Task item> Every line of the data below must be output exactly, with images left out.

[Excerpts from a dataset]
....

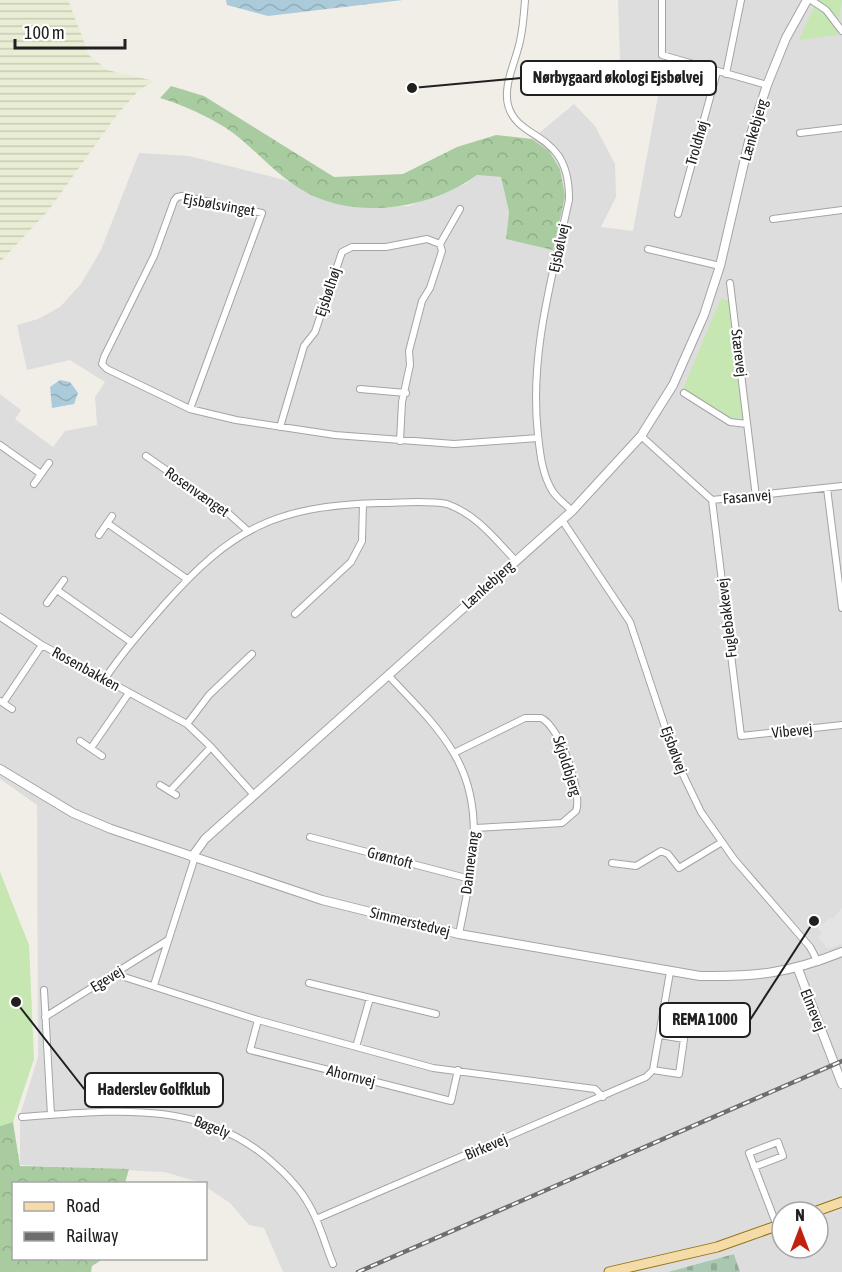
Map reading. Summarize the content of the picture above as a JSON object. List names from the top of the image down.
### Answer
{
  "streets": {
    "street": [
      "Lænkebjerg",
      "Troldhøj",
      "Ejsbølsvinget",
      "Ejsbølvej",
      "Ejsbølhøj",
      "Stærevej",
      "Rosenvænget",
      "Fasanvej",
      "Fuglebakkevej",
      "Rosenbakken",
      "Vibevej",
      "Skjoldbjerg",
      "Grøntoft",
      "Dannevang",
      "Simmerstedvej",
      "Egevej",
      "Elmevej",
      "Ahornvej",
      "Bøgely",
      "Birkevej"
    ]
  },
  "crossings": [
    ["Lænkebjerg", "Ejsbølvej"],
    ["Lænkebjerg", "Rosenvænget"],
    ["Lænkebjerg", "Fasanvej"],
    ["Lænkebjerg", "Rosenbakken"],
    ["Lænkebjerg", "Dannevang"],
    ["Lænkebjerg", "Simmerstedvej"],
    ["Ejsbølsvinget", "Ejsbølvej"],
    ["Ejsbølsvinget", "Ejsbølhøj"],
    ["Ejsbølvej", "Simmerstedvej"],
    ["Stærevej", "Fasanvej"],
    ["Rosenvænget", "Rosenbakken"],
    ["Fasanvej", "Fuglebakkevej"],
    ["Fuglebakkevej", "Vibevej"],
    ["Skjoldbjerg", "Dannevang"],
    ["Grøntoft", "Dannevang"],
    ["Dannevang", "Simmerstedvej"],
    ["Simmerstedvej", "Elmevej"],
    ["Egevej", "Ahornvej"],
    ["Ahornvej", "Birkevej"],
    ["Bøgely", "Birkevej"]
  ],
  "places": ["Nørbygaard økologi Ejsbølvej", "REMA 1000", "Haderslev Golfklub"],
  "legend": ["Road", "Railway"],
  "scale_bar": "100 m",
  "north": "top"
}
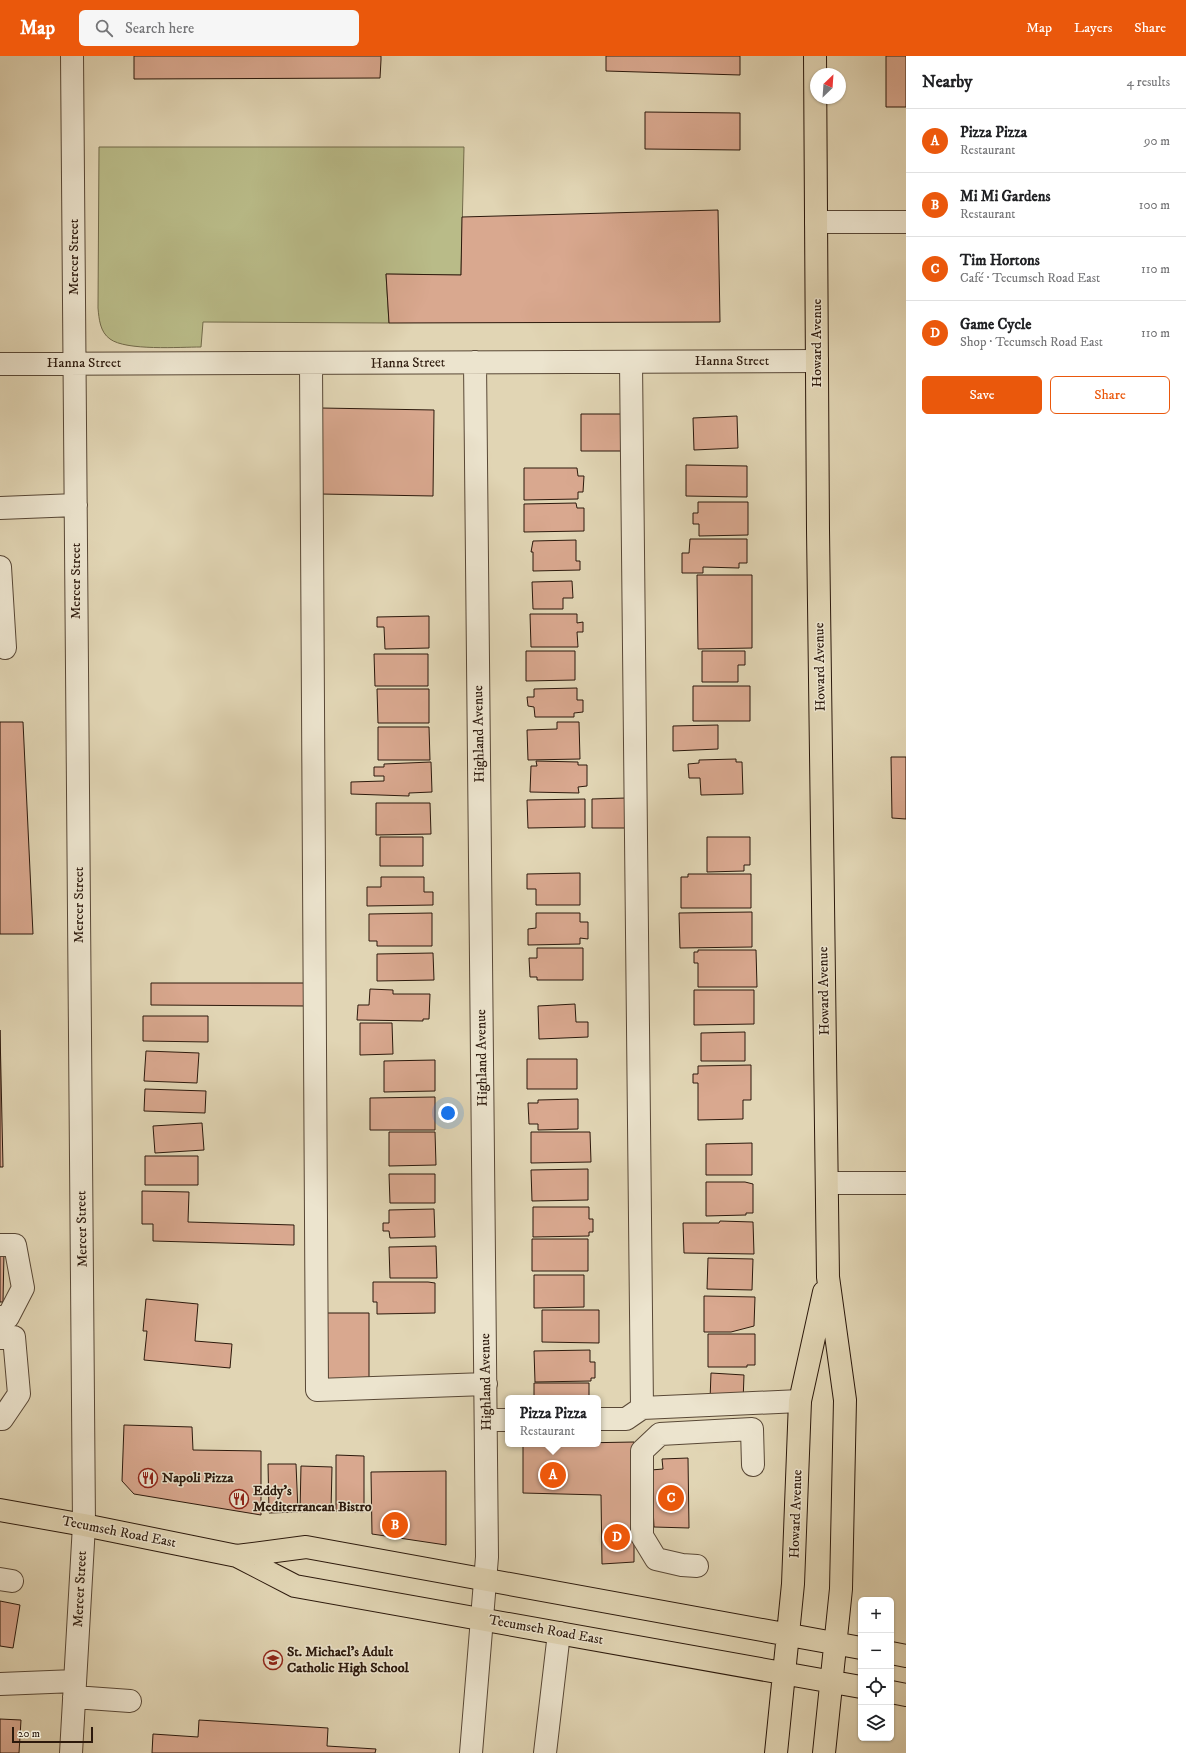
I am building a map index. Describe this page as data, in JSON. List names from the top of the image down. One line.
{"streets":{"main road":["Howard Avenue","Tecumseh Road East"],"street":["Mercer Street","Hanna Street","Highland Avenue"]},"crossings":[["Mercer Street","Hanna Street"],["Mercer Street","Tecumseh Road East"],["Howard Avenue","Hanna Street"],["Howard Avenue","Tecumseh Road East"],["Hanna Street","Highland Avenue"],["Highland Avenue","Tecumseh Road East"]],"places":{"restaurant":["Napoli Pizza","Eddy's Mediterranean Bistro"],"school or university":["St. Michael's Adult Catholic High School"]},"scale_bar":"20 m","north":"top right","page":{"header":"Map","search":"Search here","nav":["Map","Layers","Share"],"heading":["Nearby","4 results"],"list":[{"mark":"A","name":"Pizza Pizza","note":"Restaurant","value":"90 m"},{"mark":"B","name":"Mi Mi Gardens","note":"Restaurant","value":"100 m"},{"mark":"C","name":"Tim Hortons","note":"Café · Tecumseh Road East","value":"110 m"},{"mark":"D","name":"Game Cycle","note":"Shop · Tecumseh Road East","value":"110 m"}],"buttons":["Save","Share"],"popup":["Pizza Pizza","Restaurant"],"pins":["A","C","B","D"],"map_buttons":["+","−"],"scale":"20 m"}}
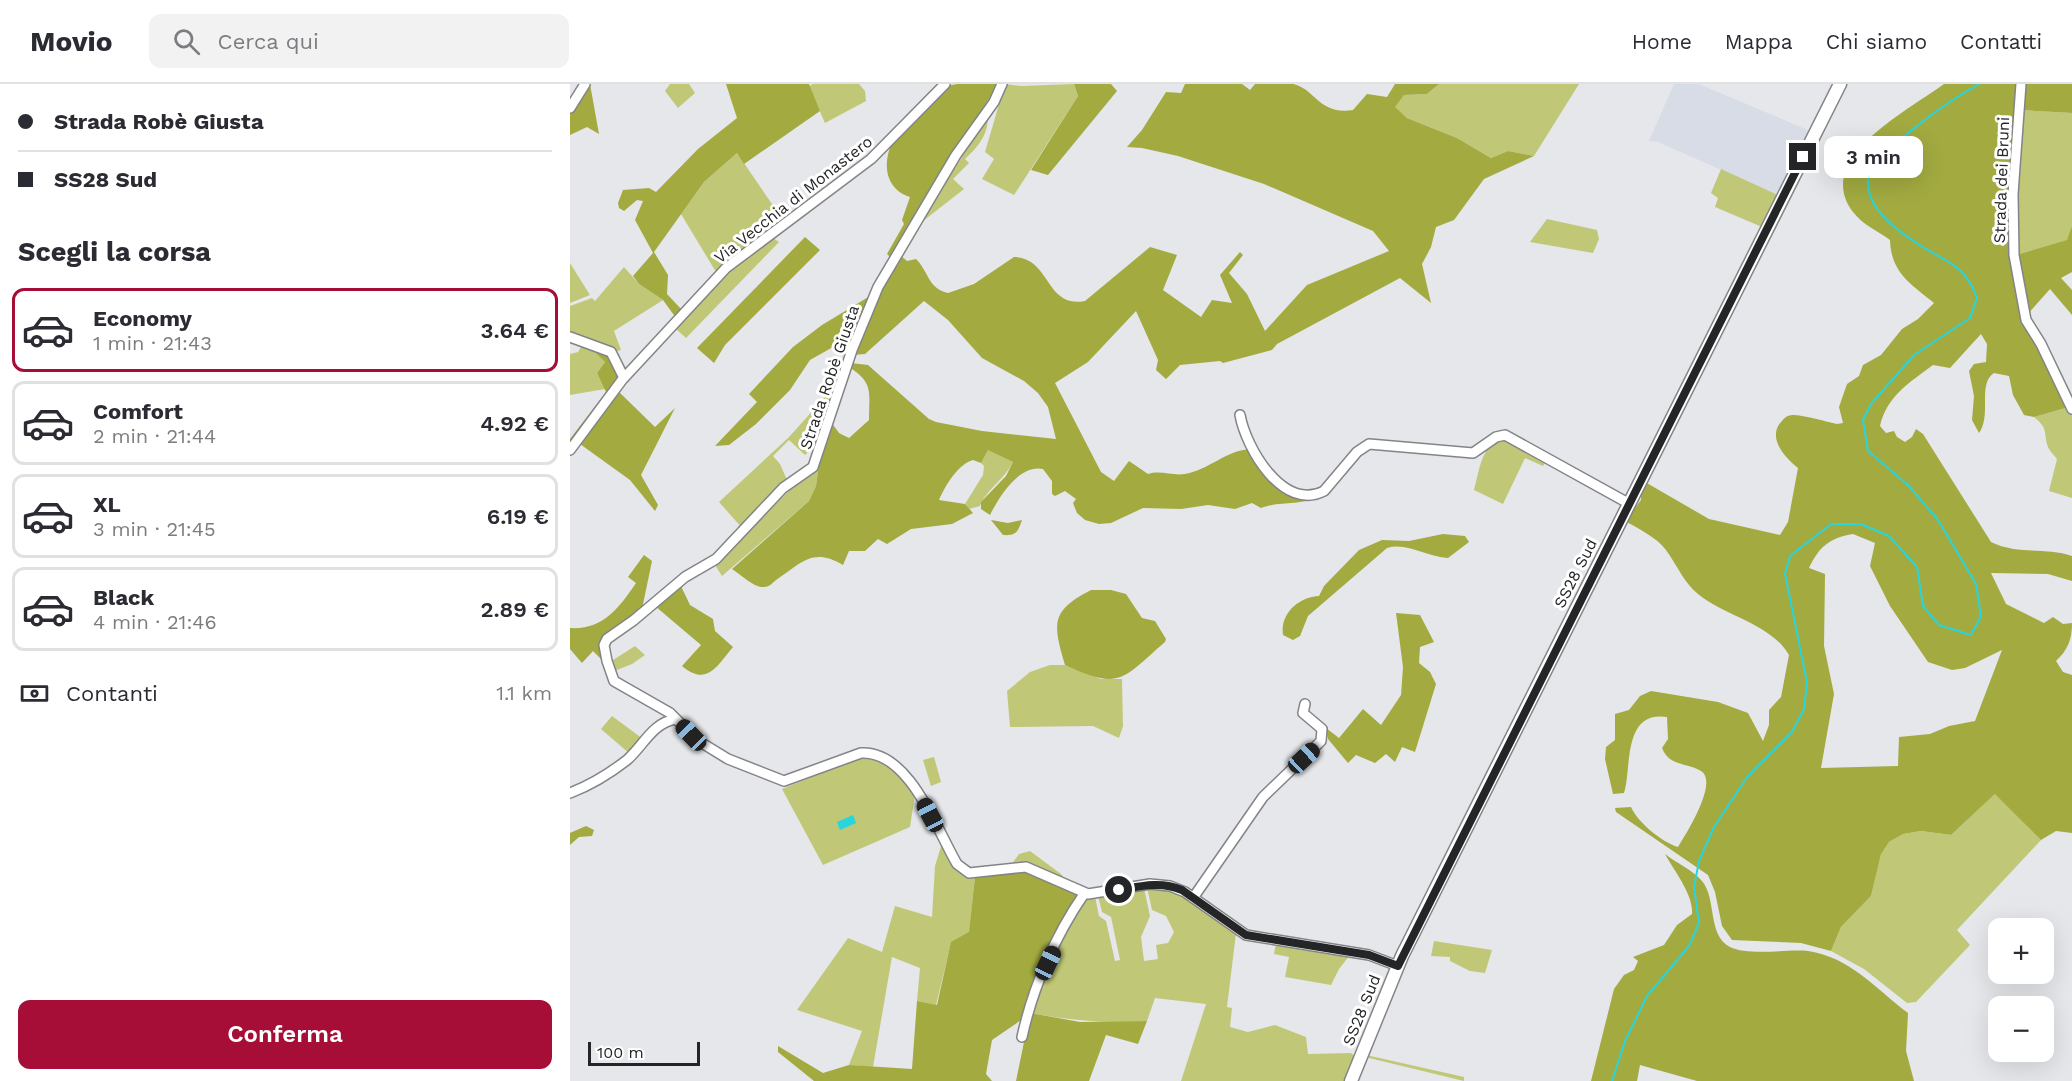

....

Finished task>
Map reading. Summarize the content of the picture above as a JSON object. List names from the top of the image down.
### Answer
{
  "streets": {
    "street": [
      "Lænkebjerg",
      "Troldhøj",
      "Ejsbølsvinget",
      "Ejsbølvej",
      "Ejsbølhøj",
      "Stærevej",
      "Rosenvænget",
      "Fasanvej",
      "Fuglebakkevej",
      "Rosenbakken",
      "Vibevej",
      "Skjoldbjerg",
      "Grøntoft",
      "Dannevang",
      "Simmerstedvej",
      "Egevej",
      "Elmevej",
      "Ahornvej",
      "Bøgely",
      "Birkevej"
    ]
  },
  "crossings": [
    ["Lænkebjerg", "Ejsbølvej"],
    ["Lænkebjerg", "Rosenvænget"],
    ["Lænkebjerg", "Fasanvej"],
    ["Lænkebjerg", "Rosenbakken"],
    ["Lænkebjerg", "Dannevang"],
    ["Lænkebjerg", "Simmerstedvej"],
    ["Ejsbølsvinget", "Ejsbølvej"],
    ["Ejsbølsvinget", "Ejsbølhøj"],
    ["Ejsbølvej", "Simmerstedvej"],
    ["Stærevej", "Fasanvej"],
    ["Rosenvænget", "Rosenbakken"],
    ["Fasanvej", "Fuglebakkevej"],
    ["Fuglebakkevej", "Vibevej"],
    ["Skjoldbjerg", "Dannevang"],
    ["Grøntoft", "Dannevang"],
    ["Dannevang", "Simmerstedvej"],
    ["Simmerstedvej", "Elmevej"],
    ["Egevej", "Ahornvej"],
    ["Ahornvej", "Birkevej"],
    ["Bøgely", "Birkevej"]
  ],
  "places": ["Nørbygaard økologi Ejsbølvej", "REMA 1000", "Haderslev Golfklub"],
  "legend": ["Road", "Railway"],
  "scale_bar": "100 m",
  "north": "top"
}
I am building a map index. Describe this page as data, in JSON. List names from the top of the image down. One line.
{"streets":{"main road":["Howard Avenue","Tecumseh Road East"],"street":["Mercer Street","Hanna Street","Highland Avenue"]},"crossings":[["Mercer Street","Hanna Street"],["Mercer Street","Tecumseh Road East"],["Howard Avenue","Hanna Street"],["Howard Avenue","Tecumseh Road East"],["Hanna Street","Highland Avenue"],["Highland Avenue","Tecumseh Road East"]],"places":{"restaurant":["Napoli Pizza","Eddy's Mediterranean Bistro"],"school or university":["St. Michael's Adult Catholic High School"]},"scale_bar":"20 m","north":"top right","page":{"header":"Map","search":"Search here","nav":["Map","Layers","Share"],"heading":["Nearby","4 results"],"list":[{"mark":"A","name":"Pizza Pizza","note":"Restaurant","value":"90 m"},{"mark":"B","name":"Mi Mi Gardens","note":"Restaurant","value":"100 m"},{"mark":"C","name":"Tim Hortons","note":"Café · Tecumseh Road East","value":"110 m"},{"mark":"D","name":"Game Cycle","note":"Shop · Tecumseh Road East","value":"110 m"}],"buttons":["Save","Share"],"popup":["Pizza Pizza","Restaurant"],"pins":["A","C","B","D"],"map_buttons":["+","−"],"scale":"20 m"}}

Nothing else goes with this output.